Some sample uses of the devices involve constructing a database of typical household items, then afterwards scanning the packages of same as they are consumed, helping to automate grocery lists and shopping chores. In many cases items consumed might automatically be re-ordered over the net, with one hour or next day delivery depending on the priority of the item. Like many other high tech conveniences, the hardest part is the initial creation of the database itself. Subsequent changes and additions require only seconds of the user's time.

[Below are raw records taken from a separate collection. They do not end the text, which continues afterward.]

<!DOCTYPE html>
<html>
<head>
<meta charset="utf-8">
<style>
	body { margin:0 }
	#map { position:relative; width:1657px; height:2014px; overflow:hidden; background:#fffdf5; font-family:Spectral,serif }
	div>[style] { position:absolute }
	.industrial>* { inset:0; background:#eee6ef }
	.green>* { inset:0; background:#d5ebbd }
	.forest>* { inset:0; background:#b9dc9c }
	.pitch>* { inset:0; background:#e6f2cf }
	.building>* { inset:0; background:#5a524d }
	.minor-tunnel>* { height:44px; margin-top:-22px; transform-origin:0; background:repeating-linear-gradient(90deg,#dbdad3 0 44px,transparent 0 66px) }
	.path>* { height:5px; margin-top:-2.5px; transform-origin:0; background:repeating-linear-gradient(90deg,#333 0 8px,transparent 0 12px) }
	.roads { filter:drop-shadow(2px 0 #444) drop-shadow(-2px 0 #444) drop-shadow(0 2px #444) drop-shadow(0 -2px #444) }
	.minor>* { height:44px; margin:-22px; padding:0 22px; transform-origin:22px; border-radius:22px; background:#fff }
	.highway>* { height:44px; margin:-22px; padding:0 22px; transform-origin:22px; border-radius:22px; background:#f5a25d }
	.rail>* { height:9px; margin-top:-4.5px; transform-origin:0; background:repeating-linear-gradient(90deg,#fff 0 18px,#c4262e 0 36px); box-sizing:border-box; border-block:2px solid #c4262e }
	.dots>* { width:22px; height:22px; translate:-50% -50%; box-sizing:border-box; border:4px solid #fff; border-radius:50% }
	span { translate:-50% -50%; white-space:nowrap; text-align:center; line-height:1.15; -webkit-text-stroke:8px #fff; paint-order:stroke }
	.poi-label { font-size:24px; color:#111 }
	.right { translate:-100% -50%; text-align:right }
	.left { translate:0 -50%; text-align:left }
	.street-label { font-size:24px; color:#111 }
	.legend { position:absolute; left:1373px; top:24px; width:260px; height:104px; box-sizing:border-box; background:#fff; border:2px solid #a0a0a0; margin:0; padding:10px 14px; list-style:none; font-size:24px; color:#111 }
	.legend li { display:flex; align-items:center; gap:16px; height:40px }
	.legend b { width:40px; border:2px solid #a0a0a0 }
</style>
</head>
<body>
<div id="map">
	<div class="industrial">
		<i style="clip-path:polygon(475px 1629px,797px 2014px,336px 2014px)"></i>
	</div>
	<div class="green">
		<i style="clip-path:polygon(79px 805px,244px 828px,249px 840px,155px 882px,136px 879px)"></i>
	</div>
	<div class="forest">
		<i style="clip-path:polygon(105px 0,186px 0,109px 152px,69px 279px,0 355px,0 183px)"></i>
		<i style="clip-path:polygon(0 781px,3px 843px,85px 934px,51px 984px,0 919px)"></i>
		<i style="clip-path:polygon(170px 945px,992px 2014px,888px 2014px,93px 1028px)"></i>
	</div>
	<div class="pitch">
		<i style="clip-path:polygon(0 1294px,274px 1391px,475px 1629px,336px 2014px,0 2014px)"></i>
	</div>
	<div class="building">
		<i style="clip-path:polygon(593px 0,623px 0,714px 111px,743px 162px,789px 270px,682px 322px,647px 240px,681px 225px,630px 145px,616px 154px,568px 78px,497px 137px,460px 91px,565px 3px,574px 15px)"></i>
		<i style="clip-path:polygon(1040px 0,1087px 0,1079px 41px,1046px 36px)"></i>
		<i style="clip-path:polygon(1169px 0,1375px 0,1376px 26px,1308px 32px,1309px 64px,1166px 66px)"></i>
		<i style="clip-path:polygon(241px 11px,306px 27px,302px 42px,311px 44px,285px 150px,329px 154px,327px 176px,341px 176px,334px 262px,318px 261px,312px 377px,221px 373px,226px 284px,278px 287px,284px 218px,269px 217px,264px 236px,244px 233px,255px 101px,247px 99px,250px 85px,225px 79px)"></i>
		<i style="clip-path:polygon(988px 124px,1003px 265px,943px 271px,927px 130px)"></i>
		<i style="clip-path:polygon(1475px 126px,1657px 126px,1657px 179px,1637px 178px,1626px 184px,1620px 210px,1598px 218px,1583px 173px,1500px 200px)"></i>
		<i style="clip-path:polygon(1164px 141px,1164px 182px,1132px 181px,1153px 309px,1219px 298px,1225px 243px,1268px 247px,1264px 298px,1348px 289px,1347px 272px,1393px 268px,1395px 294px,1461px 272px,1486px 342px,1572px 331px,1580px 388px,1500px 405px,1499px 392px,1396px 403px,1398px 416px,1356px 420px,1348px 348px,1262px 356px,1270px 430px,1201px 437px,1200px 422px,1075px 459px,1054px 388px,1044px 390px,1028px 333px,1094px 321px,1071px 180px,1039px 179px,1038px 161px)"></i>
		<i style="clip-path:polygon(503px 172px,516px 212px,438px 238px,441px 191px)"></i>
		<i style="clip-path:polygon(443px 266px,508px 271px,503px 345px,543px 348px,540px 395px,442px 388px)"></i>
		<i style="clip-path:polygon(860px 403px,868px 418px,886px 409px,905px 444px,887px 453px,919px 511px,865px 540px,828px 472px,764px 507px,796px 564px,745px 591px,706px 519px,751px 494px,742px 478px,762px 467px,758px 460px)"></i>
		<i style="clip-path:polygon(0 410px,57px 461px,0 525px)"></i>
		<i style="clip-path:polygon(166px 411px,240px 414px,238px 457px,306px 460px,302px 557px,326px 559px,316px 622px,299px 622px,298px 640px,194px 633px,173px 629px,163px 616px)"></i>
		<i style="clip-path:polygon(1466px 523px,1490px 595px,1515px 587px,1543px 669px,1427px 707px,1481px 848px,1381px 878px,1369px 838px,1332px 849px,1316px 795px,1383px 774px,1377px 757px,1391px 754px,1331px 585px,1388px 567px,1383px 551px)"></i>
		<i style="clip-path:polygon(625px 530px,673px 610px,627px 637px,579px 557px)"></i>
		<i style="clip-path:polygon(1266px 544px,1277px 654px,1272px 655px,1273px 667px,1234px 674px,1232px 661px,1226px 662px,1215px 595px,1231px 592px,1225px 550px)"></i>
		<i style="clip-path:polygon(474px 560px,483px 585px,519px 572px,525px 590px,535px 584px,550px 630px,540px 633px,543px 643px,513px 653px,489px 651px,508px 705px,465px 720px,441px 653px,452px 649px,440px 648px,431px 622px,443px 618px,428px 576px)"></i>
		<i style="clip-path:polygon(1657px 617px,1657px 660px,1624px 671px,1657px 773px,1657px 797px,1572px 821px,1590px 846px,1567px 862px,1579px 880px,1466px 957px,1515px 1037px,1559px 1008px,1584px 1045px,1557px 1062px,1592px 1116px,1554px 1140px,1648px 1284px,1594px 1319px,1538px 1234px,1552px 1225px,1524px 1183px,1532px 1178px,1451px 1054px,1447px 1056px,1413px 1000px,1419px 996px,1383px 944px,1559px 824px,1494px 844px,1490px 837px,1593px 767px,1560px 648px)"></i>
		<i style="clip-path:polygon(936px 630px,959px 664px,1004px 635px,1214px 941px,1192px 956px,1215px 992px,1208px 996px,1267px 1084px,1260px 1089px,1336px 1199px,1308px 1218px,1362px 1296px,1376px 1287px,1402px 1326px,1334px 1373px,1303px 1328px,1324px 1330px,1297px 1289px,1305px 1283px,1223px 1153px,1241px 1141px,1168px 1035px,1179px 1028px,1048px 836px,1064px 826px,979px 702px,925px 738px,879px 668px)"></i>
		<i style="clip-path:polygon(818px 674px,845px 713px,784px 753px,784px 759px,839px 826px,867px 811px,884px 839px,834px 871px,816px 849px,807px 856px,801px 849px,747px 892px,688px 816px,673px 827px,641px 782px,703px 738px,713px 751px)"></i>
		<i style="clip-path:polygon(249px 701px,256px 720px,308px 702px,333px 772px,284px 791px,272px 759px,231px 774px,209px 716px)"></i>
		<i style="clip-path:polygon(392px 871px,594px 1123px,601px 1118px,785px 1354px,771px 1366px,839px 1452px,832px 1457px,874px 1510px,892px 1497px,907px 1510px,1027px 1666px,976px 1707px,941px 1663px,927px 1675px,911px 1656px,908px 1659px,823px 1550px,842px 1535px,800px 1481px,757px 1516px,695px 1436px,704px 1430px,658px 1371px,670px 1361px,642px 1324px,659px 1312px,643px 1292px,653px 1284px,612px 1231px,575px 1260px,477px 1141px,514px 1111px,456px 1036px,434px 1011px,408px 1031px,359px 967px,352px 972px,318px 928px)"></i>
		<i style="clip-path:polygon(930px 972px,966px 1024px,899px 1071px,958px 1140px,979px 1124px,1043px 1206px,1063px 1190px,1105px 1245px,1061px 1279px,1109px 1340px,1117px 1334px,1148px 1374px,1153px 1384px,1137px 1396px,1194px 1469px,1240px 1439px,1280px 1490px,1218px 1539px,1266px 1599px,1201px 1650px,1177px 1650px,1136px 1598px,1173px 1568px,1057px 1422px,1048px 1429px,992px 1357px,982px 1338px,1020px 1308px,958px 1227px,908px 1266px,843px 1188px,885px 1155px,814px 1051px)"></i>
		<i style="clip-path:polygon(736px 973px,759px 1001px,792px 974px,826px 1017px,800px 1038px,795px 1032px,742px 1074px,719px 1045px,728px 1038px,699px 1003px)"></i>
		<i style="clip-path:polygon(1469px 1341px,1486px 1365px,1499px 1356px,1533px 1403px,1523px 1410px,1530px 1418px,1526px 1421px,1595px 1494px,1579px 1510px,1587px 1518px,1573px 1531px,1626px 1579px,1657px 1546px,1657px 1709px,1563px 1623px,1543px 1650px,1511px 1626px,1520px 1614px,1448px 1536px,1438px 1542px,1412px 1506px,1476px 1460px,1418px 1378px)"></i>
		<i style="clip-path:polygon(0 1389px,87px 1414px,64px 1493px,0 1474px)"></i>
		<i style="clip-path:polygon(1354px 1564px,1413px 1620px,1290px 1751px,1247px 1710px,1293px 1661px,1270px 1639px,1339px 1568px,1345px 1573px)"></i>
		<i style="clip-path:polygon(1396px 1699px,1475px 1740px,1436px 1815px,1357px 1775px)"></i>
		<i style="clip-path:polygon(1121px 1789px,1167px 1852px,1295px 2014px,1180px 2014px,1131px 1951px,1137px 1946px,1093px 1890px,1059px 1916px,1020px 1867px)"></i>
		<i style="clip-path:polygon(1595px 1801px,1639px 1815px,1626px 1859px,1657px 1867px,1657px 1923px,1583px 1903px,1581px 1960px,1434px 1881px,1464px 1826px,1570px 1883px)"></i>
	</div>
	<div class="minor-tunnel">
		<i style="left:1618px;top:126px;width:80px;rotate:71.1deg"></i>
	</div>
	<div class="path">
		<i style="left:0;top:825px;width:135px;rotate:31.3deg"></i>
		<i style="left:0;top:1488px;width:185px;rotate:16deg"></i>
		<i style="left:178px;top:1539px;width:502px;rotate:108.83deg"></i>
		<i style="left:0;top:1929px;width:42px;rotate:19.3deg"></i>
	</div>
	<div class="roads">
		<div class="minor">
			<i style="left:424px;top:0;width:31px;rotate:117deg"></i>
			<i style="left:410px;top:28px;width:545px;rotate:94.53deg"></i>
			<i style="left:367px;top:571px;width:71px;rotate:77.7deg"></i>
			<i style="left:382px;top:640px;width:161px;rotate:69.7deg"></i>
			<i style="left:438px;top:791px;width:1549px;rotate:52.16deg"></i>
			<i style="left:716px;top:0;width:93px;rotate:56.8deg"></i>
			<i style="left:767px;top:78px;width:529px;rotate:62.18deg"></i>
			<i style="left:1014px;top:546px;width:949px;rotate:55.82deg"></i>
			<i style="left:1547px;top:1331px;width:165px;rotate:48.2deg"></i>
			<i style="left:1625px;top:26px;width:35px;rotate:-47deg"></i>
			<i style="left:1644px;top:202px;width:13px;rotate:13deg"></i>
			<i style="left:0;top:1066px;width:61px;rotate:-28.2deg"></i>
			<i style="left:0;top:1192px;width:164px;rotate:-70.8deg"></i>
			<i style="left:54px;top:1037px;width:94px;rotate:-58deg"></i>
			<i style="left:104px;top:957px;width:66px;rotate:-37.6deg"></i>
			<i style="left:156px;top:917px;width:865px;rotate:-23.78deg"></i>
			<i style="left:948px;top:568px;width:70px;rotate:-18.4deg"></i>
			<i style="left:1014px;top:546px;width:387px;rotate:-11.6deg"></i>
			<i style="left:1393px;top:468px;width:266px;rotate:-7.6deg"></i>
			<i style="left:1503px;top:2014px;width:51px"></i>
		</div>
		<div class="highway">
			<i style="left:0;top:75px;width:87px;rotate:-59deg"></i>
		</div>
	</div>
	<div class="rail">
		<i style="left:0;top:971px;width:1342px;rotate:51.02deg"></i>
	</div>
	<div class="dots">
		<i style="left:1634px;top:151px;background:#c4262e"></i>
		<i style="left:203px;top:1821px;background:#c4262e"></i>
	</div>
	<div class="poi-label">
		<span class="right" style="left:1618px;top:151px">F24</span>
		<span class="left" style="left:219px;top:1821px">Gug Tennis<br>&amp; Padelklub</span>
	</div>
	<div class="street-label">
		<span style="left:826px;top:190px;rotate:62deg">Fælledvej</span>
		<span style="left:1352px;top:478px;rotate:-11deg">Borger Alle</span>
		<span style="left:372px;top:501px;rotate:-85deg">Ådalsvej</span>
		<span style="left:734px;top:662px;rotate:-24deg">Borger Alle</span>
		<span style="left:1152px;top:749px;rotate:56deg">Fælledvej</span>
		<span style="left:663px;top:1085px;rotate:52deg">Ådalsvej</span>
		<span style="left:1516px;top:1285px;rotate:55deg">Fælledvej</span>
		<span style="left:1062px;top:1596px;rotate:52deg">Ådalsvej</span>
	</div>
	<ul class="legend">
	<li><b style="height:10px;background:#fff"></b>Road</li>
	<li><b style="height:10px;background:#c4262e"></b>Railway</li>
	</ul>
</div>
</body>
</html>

Such hardware has existed for years already, but posed many caveats in its earlier incarnations. For instance, users might be 'locked-in' to a particular retailer or product line, or their scanner otherwise incompatible with other shopping needs and desires. Many businesses attempted early on to make such scanners proprietary in certain ways, much like many set top boxes or Network Computers were and are for net access. The gadgets were often used to obtain higher profit margins too than might otherwise have been the case. Thus, for a while the scanners were not always cost-effective for consumers.
There remains today certain problems regarding the devices, but in large part they are being resolved by the market and certain new government regulations.
-- Get Paid To Shop! Scanners point way to e-commerce shopping future By Stefanie Olsen, CNET News.com March 31, 2000, URL: http://news.cnet.com/news/0-1007-200-1618483.html |
Of course, the ultimate version of this scanning technology will not come until common trash cans possess scanners built into the rims of their openings which automatically identify and record discarded items or packaging for updates of grocery lists/databases, and consumers enjoy similar scanners built into typical eye wear, head gear, gloves, or wrist bands as well, for roaming convenience.